▸ **TASK PROMPT**:
Each line of the records that holds "name" should be shown in full.

▸ **RECORDS SUPPLIED**:
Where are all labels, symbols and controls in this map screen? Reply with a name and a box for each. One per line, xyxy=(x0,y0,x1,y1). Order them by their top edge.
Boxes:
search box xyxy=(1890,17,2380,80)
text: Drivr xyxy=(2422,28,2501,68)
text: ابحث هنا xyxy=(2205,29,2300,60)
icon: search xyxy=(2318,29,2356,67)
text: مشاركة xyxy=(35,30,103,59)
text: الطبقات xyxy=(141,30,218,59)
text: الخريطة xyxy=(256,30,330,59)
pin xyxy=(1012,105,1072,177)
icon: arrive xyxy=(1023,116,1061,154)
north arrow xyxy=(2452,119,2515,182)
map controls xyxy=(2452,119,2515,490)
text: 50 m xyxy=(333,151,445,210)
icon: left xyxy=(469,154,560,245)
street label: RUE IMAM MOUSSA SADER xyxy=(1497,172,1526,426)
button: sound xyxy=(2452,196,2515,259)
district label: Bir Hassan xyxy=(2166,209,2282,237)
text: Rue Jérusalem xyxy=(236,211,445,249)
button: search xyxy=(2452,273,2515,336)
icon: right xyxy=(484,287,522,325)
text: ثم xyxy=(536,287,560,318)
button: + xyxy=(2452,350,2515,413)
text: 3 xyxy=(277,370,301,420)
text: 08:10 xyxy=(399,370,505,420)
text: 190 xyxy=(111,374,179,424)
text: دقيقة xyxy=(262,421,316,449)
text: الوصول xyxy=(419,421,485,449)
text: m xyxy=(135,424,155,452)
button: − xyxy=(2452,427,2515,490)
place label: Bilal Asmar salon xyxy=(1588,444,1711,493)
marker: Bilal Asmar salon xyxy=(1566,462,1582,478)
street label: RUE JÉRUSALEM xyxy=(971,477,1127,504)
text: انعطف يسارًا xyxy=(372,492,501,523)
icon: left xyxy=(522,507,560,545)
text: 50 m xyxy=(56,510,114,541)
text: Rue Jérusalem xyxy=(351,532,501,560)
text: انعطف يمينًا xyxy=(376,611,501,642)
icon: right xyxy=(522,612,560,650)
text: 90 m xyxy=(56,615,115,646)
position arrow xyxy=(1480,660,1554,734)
* * *
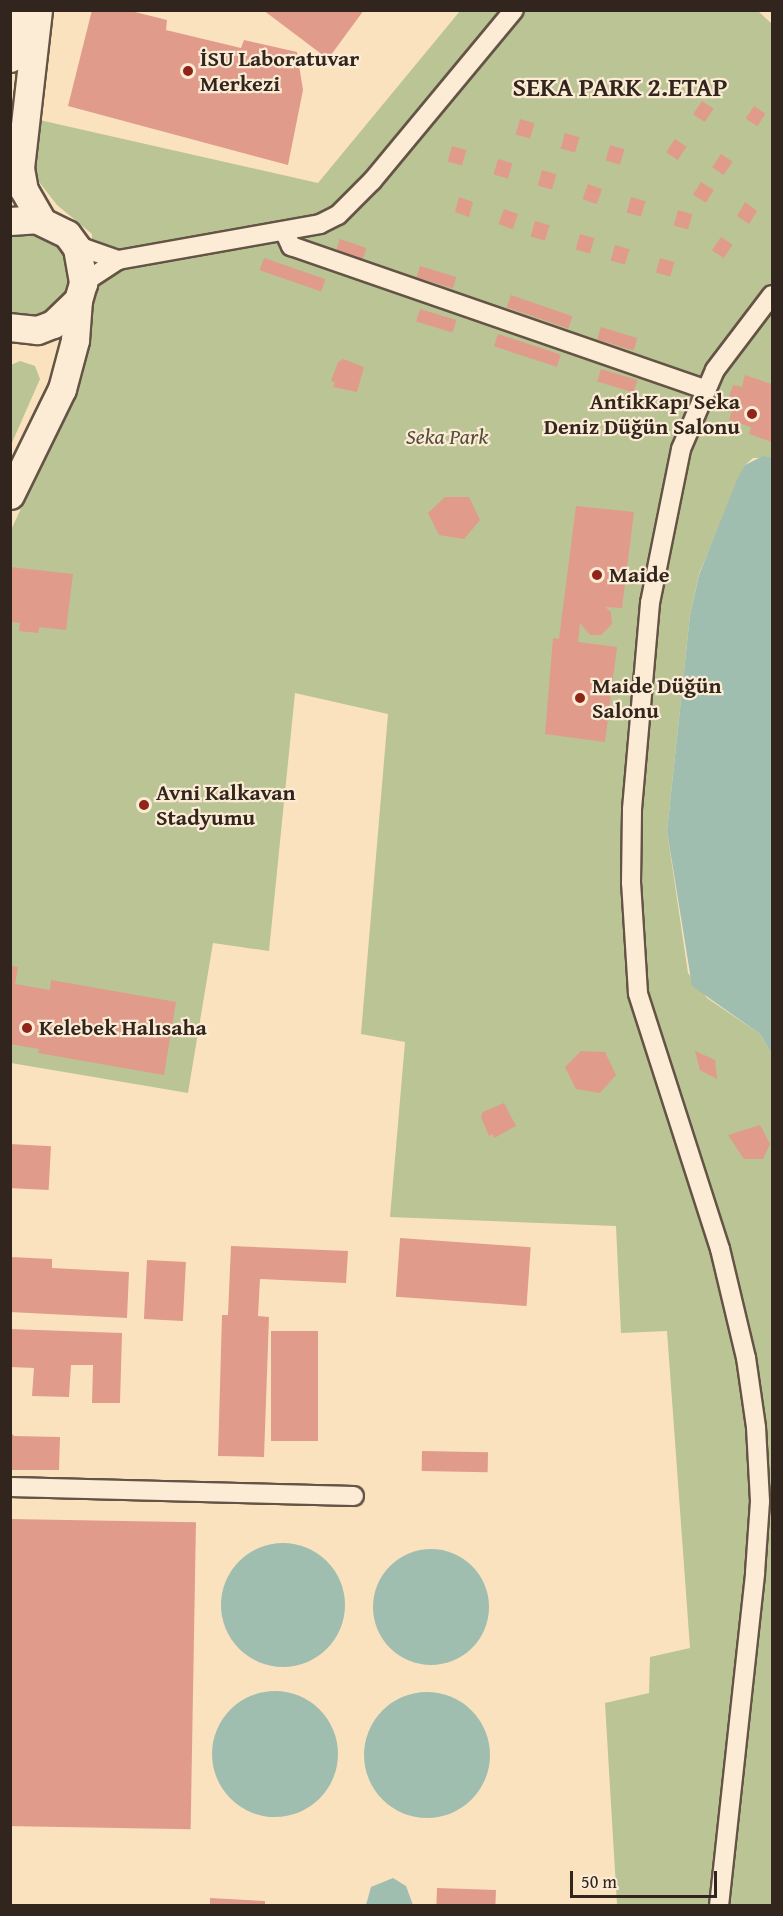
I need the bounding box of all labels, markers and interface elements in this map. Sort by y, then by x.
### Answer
---
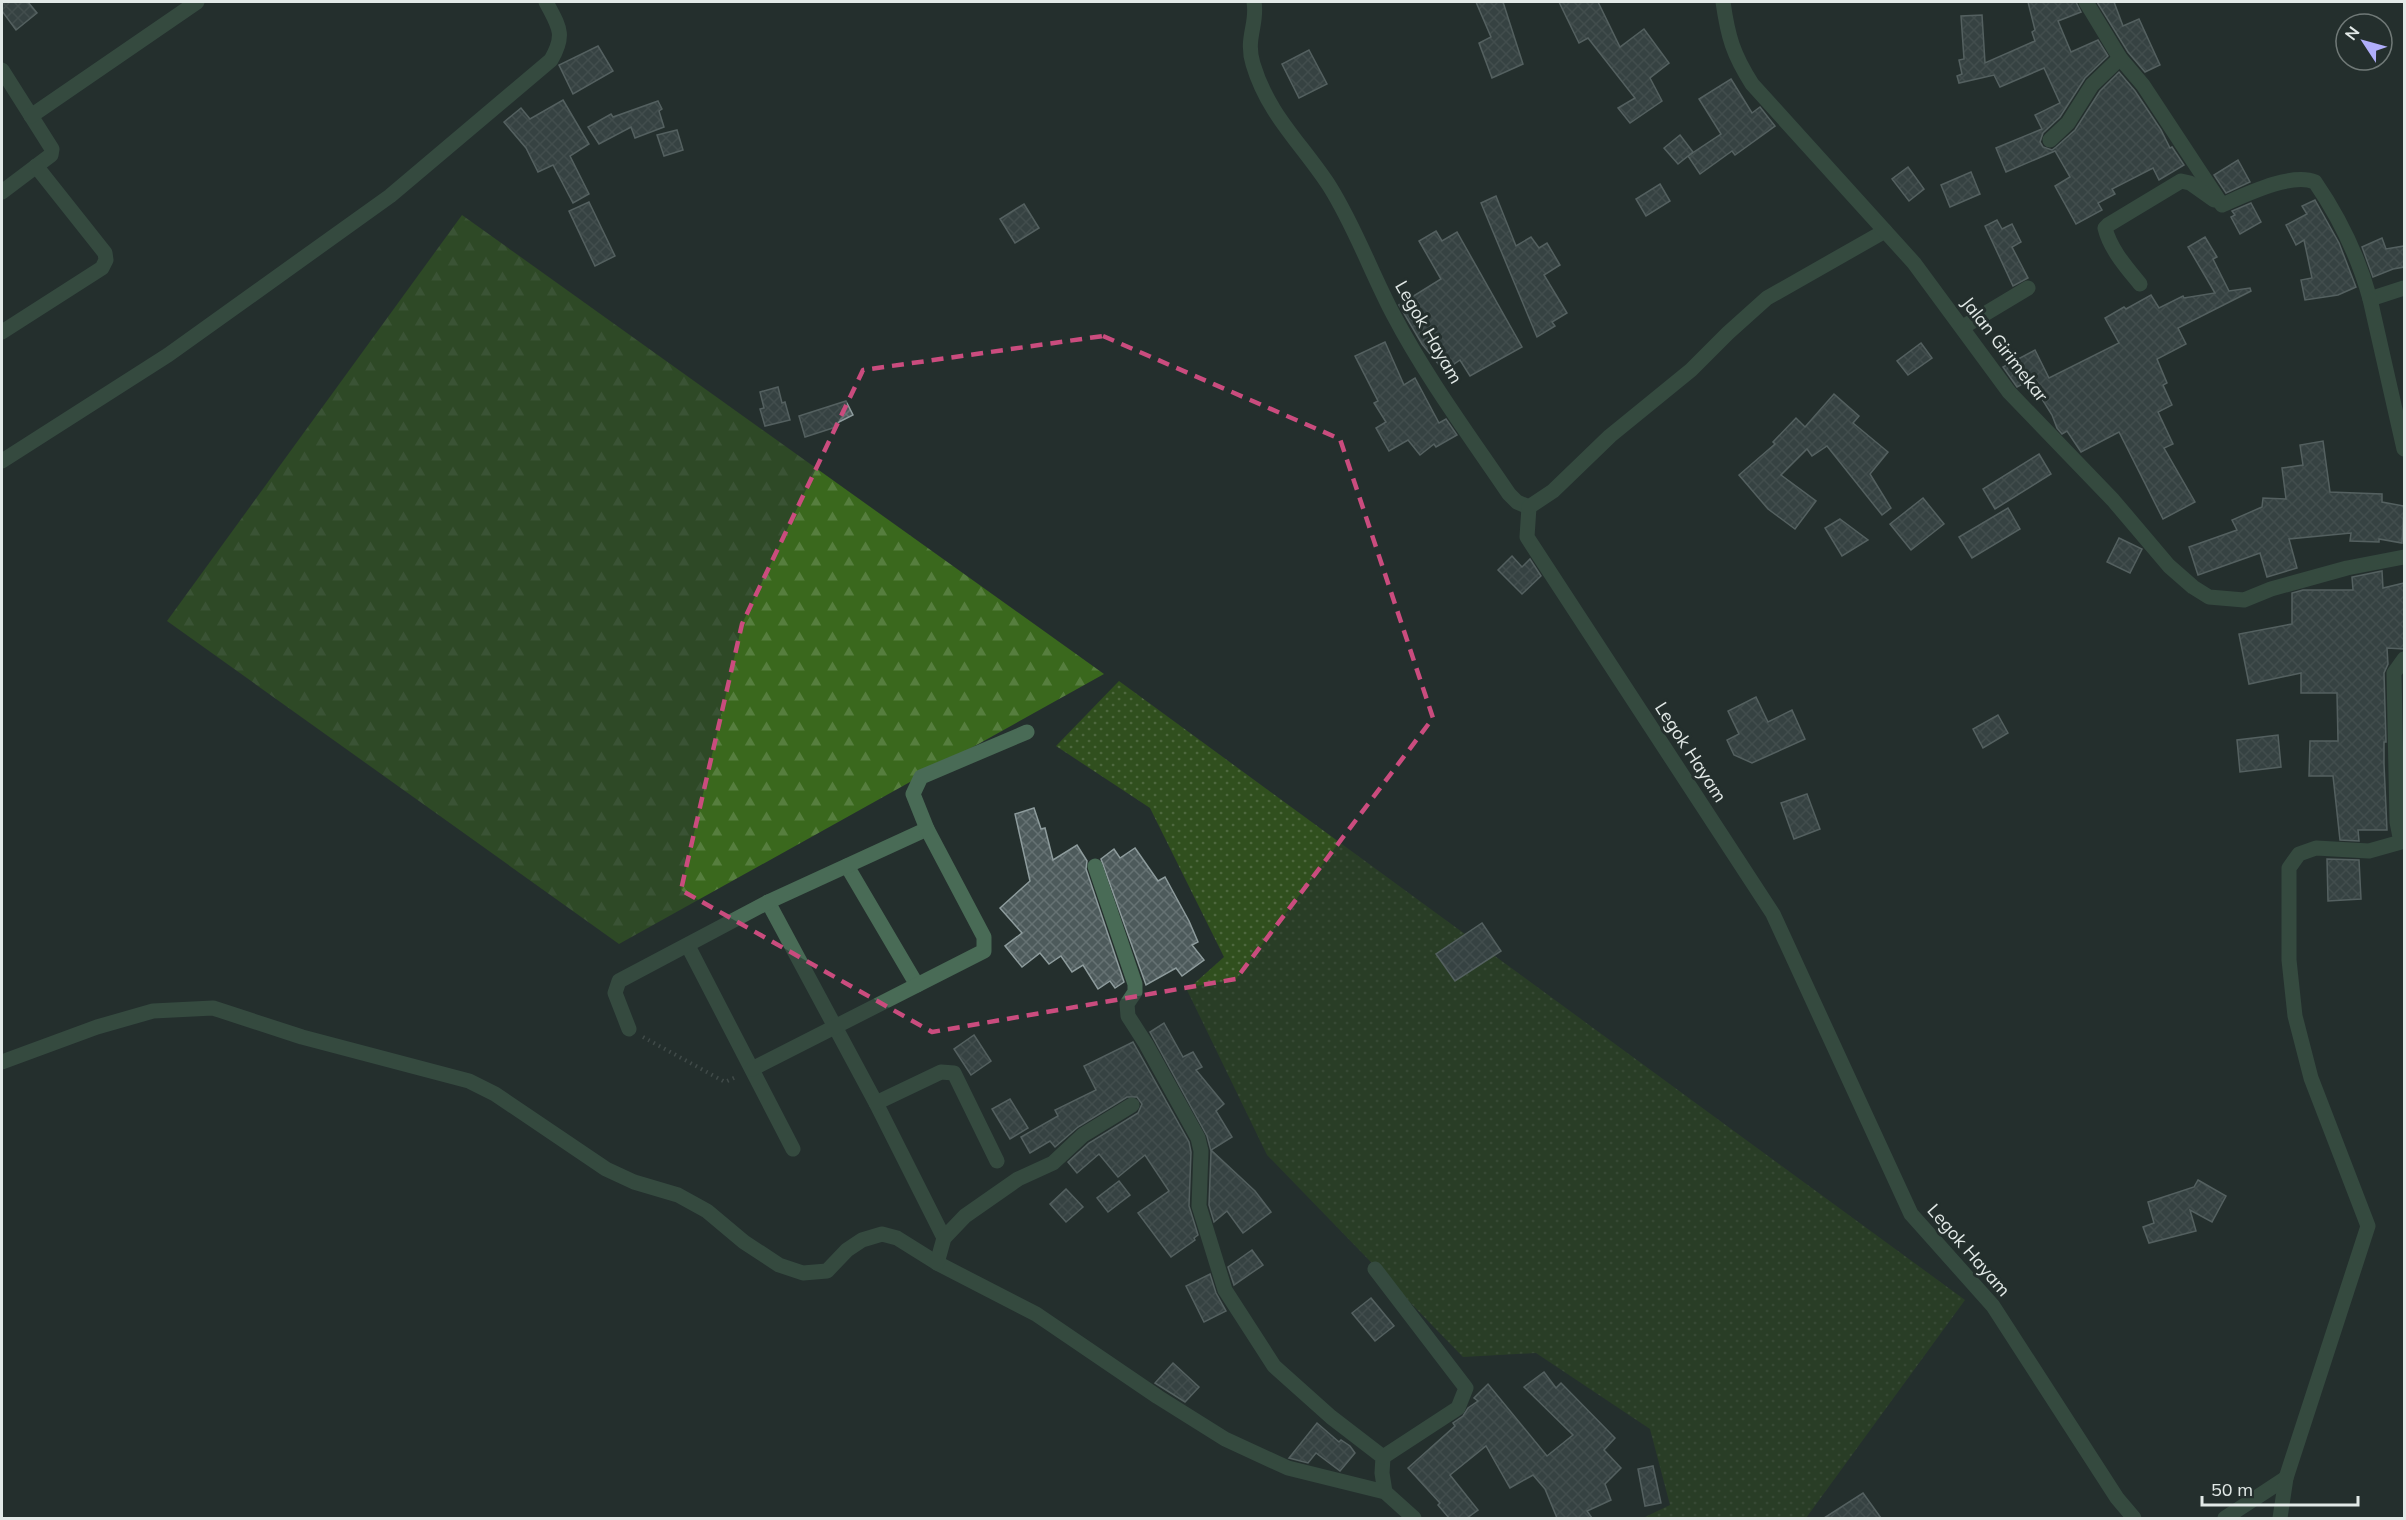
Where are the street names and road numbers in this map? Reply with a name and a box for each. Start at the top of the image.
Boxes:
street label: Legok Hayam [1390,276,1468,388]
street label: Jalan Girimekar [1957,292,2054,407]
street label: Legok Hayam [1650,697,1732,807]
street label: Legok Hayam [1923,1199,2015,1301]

▸ **RESPONSE TO THIS TASK**:
Where are all labels, symbols and controls in this map screen? Reply with a name and a box for each. One per line, xyxy=(x0,y0,x1,y1). Order them by their top edge.
Where are the street names and road numbers in this map? Reply with a name and a box for each. Start at the top of the image.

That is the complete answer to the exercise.